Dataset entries
============================================================
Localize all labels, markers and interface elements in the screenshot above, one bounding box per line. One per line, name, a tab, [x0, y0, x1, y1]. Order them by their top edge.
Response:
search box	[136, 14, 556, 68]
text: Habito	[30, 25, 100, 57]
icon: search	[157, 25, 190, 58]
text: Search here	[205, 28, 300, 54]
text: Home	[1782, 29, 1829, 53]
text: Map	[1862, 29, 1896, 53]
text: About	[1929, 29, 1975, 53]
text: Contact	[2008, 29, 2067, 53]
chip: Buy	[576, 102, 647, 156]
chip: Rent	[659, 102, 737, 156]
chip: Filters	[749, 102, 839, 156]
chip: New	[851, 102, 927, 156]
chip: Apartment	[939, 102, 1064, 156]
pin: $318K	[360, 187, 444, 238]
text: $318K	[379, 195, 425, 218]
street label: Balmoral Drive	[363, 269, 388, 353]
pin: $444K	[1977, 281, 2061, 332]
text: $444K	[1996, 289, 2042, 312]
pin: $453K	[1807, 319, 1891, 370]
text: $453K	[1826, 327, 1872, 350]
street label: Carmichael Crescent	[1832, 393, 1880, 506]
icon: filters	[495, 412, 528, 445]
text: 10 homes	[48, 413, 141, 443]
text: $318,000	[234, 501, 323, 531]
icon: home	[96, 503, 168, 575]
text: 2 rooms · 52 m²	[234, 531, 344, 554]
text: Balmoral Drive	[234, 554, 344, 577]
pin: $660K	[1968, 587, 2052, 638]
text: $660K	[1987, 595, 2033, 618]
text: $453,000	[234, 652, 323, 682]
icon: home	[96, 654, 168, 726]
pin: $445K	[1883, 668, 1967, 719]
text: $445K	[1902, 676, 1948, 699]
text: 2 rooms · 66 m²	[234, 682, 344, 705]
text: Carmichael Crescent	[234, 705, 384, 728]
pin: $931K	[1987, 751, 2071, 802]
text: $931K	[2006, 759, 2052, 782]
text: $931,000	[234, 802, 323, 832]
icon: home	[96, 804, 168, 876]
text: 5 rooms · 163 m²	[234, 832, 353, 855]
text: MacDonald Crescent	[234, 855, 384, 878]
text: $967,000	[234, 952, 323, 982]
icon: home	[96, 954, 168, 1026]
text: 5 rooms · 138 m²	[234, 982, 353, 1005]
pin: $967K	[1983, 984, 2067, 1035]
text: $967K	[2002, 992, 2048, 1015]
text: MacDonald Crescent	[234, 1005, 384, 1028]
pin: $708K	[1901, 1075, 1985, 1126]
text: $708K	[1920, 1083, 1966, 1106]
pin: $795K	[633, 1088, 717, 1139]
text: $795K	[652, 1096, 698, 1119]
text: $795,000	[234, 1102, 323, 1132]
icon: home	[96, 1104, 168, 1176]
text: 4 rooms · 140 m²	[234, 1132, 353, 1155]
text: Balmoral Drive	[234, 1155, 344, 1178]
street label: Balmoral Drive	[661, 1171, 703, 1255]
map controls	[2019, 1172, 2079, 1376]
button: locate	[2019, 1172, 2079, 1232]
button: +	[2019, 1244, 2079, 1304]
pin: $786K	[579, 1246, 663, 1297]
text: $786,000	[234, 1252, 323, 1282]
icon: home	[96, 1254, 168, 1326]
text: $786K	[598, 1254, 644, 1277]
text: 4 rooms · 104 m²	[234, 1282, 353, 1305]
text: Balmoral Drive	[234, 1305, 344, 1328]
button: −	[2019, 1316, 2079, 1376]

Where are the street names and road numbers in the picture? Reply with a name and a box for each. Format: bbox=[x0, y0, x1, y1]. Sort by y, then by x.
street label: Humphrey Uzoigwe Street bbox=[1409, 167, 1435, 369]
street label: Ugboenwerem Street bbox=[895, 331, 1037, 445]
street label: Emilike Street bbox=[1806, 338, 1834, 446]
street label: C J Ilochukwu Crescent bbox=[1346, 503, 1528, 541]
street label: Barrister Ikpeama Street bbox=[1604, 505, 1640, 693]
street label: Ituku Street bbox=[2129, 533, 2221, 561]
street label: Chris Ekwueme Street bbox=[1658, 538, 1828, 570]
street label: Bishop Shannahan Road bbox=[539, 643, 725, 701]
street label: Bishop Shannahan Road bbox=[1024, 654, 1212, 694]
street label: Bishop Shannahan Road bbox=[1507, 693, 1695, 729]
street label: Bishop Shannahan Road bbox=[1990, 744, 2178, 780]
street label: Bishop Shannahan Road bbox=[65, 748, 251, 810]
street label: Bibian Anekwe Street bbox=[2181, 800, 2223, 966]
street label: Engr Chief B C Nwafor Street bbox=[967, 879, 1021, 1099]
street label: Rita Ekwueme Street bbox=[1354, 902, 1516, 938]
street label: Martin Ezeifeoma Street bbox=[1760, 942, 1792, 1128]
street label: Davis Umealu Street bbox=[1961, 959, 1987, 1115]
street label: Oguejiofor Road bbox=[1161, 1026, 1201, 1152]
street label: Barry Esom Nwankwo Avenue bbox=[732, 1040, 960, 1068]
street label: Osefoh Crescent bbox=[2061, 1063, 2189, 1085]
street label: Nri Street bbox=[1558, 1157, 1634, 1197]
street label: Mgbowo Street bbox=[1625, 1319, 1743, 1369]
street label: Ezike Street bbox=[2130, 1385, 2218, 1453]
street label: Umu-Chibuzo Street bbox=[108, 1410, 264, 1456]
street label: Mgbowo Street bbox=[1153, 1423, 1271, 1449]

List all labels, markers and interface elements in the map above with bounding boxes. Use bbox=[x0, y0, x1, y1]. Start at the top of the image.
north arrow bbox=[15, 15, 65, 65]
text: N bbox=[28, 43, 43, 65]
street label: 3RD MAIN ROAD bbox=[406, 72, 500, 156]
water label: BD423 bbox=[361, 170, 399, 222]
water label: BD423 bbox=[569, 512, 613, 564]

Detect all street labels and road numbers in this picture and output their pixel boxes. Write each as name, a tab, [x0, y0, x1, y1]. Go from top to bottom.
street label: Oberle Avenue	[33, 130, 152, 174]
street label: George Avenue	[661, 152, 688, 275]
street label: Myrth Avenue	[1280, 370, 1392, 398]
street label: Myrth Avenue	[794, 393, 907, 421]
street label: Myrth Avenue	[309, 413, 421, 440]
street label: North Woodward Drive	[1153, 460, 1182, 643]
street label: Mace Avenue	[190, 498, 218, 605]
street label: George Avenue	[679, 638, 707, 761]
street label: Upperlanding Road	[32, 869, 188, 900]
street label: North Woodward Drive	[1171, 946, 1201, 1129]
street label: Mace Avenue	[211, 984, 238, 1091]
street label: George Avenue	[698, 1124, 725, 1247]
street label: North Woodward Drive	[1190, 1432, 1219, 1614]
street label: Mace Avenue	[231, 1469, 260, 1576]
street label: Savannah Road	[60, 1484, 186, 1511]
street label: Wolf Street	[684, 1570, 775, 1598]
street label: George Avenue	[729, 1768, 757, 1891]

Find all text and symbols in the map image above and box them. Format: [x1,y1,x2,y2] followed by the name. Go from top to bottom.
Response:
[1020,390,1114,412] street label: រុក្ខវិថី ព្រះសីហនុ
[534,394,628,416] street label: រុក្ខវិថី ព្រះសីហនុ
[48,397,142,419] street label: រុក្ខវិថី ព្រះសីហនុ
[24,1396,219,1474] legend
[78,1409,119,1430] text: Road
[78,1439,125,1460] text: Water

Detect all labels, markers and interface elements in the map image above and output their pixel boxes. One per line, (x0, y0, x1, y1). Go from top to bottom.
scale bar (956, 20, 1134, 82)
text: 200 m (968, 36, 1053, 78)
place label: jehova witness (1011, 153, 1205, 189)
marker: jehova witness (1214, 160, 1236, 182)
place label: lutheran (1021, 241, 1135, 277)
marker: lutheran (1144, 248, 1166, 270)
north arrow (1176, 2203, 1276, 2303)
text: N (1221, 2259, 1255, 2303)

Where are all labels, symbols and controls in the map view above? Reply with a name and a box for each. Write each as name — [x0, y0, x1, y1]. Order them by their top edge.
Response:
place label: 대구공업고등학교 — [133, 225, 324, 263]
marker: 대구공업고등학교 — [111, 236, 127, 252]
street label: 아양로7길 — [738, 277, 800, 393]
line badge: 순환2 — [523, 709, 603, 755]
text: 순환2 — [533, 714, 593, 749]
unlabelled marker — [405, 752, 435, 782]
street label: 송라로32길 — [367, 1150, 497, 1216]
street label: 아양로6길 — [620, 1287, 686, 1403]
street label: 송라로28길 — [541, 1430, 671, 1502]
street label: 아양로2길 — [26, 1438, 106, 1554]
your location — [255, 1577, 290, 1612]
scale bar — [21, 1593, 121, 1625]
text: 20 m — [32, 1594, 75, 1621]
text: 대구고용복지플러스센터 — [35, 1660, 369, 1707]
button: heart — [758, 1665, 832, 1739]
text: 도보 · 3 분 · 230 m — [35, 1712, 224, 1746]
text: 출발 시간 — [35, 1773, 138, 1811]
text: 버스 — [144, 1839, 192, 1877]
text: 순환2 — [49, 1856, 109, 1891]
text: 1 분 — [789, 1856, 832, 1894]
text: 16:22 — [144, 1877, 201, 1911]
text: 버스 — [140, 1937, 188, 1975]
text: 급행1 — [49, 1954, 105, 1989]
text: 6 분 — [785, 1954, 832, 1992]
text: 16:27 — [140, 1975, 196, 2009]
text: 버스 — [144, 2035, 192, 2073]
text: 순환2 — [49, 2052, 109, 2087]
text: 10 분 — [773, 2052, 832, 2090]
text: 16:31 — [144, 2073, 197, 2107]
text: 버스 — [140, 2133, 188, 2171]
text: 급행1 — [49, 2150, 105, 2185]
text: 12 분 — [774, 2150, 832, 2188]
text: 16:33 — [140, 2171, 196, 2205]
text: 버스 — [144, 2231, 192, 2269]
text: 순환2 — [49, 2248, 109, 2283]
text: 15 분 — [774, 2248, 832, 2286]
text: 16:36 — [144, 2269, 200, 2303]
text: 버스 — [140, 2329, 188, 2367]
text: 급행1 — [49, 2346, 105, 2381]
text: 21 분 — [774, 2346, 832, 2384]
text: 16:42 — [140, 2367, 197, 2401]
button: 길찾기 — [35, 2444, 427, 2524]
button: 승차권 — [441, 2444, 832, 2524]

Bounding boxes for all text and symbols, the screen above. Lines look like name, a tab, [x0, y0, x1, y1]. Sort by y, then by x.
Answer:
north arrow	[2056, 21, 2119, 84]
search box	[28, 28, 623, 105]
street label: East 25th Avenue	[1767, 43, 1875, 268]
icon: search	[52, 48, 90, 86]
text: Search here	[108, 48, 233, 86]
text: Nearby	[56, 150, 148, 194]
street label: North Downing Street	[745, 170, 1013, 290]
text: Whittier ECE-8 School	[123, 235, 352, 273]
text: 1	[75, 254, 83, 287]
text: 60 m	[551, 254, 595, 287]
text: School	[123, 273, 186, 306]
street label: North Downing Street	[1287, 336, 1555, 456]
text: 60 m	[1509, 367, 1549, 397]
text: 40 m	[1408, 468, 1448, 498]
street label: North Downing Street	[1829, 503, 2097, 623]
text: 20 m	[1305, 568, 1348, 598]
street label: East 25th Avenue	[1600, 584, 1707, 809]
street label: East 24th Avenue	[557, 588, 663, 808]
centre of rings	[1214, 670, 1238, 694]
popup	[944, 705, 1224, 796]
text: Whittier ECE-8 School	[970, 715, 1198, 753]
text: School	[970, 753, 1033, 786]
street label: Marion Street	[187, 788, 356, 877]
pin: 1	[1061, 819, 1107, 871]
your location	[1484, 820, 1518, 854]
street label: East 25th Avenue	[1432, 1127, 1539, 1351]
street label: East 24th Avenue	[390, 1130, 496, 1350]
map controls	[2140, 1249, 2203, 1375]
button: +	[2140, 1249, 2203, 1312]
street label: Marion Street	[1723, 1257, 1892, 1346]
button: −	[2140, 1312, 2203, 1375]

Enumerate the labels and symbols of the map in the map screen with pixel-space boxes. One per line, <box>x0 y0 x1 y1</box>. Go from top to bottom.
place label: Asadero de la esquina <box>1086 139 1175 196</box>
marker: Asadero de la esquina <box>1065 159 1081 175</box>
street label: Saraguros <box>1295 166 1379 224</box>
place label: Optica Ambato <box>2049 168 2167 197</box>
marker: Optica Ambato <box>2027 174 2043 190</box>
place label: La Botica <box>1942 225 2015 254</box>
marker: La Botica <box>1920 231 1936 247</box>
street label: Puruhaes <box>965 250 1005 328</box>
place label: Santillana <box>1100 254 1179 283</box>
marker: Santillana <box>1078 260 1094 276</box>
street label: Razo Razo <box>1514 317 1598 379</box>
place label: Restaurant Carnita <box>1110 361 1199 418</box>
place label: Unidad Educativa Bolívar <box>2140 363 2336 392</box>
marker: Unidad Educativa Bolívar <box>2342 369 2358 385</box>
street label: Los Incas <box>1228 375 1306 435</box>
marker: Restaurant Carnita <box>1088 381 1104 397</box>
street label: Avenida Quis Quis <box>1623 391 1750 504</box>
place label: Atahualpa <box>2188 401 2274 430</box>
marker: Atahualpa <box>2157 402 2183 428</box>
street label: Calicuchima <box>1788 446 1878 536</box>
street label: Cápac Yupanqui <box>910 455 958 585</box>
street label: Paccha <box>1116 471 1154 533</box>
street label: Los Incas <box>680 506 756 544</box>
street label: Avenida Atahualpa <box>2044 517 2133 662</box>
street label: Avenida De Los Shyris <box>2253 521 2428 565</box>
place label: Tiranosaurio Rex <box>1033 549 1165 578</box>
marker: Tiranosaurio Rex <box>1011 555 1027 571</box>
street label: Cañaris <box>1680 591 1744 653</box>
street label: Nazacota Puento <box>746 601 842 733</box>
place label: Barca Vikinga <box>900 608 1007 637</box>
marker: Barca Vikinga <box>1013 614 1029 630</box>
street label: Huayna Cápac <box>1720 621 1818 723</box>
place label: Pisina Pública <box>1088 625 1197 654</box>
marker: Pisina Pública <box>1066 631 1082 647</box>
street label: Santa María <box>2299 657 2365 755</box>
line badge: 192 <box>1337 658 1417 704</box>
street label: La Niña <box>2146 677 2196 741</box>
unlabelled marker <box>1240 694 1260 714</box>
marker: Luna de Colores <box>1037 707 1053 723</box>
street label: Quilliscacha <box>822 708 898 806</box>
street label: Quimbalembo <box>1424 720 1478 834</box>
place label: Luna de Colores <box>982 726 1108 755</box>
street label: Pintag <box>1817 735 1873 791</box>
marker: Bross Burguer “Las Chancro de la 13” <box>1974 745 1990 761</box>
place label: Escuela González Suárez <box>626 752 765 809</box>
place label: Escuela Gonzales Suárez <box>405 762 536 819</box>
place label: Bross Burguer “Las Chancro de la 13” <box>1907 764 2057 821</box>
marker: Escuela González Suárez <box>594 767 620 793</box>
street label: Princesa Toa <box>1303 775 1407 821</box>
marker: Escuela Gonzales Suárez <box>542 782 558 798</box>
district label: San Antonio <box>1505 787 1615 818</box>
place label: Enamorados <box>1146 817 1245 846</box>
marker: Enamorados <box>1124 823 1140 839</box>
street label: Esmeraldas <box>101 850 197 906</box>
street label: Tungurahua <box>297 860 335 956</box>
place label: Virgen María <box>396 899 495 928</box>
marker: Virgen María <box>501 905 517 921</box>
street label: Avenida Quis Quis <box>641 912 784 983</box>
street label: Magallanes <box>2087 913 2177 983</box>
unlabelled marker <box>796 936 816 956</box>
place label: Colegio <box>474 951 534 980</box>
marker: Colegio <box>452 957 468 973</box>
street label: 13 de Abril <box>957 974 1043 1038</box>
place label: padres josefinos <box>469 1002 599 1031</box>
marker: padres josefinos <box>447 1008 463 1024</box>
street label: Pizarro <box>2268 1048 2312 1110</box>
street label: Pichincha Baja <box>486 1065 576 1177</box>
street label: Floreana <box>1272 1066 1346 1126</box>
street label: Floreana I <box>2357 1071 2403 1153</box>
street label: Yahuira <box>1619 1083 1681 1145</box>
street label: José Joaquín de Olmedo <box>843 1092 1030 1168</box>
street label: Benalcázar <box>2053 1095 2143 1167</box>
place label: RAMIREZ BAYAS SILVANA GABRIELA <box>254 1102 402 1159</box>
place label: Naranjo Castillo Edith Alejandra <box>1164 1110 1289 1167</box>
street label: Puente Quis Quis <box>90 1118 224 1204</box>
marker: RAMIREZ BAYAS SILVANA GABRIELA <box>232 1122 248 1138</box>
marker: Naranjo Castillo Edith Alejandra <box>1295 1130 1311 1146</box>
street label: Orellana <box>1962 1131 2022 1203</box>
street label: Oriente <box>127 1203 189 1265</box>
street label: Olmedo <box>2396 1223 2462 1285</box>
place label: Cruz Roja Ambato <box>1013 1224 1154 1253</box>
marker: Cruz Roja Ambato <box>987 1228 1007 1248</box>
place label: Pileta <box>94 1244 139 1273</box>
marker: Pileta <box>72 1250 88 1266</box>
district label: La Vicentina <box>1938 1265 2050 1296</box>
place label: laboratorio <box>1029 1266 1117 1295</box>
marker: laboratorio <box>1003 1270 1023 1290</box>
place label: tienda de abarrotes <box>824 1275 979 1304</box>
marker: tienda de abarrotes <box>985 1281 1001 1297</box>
============================================================
**TASK DETAILS:** Please return a copy of each line in the entries that has the string "Carnita".

**OUTPUT OF THE EXERCISE:**
place label: Restaurant Carnita <box>1110 361 1199 418</box>
marker: Restaurant Carnita <box>1088 381 1104 397</box>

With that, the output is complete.